Task objective: Reading the listing below, restate each entry exactly as written.

[Data to process Boundary: Start]

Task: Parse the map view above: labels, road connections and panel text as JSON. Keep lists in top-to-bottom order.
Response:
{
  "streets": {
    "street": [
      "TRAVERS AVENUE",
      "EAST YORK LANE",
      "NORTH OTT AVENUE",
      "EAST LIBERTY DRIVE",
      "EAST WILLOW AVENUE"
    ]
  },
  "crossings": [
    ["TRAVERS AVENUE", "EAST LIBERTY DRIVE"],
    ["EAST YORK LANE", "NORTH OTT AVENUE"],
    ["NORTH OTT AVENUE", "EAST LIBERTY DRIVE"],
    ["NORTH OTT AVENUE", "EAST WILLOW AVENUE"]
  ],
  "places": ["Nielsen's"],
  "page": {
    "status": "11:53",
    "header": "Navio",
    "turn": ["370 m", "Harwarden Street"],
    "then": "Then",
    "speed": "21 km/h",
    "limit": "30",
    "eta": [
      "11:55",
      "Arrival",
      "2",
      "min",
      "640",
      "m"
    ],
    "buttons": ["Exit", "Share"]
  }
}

[Data to process Boundary: End]

Your solution:
Task: Parse the map view above: labels, road connections and panel text as JSON. Keep lists in top-to-bottom order.
Response:
{
  "streets": {
    "street": [
      "TRAVERS AVENUE",
      "EAST YORK LANE",
      "NORTH OTT AVENUE",
      "EAST LIBERTY DRIVE",
      "EAST WILLOW AVENUE"
    ]
  },
  "crossings": [
    ["TRAVERS AVENUE", "EAST LIBERTY DRIVE"],
    ["EAST YORK LANE", "NORTH OTT AVENUE"],
    ["NORTH OTT AVENUE", "EAST LIBERTY DRIVE"],
    ["NORTH OTT AVENUE", "EAST WILLOW AVENUE"]
  ],
  "places": ["Nielsen's"],
  "page": {
    "status": "11:53",
    "header": "Navio",
    "turn": ["370 m", "Harwarden Street"],
    "then": "Then",
    "speed": "21 km/h",
    "limit": "30",
    "eta": [
      "11:55",
      "Arrival",
      "2",
      "min",
      "640",
      "m"
    ],
    "buttons": ["Exit", "Share"]
  }
}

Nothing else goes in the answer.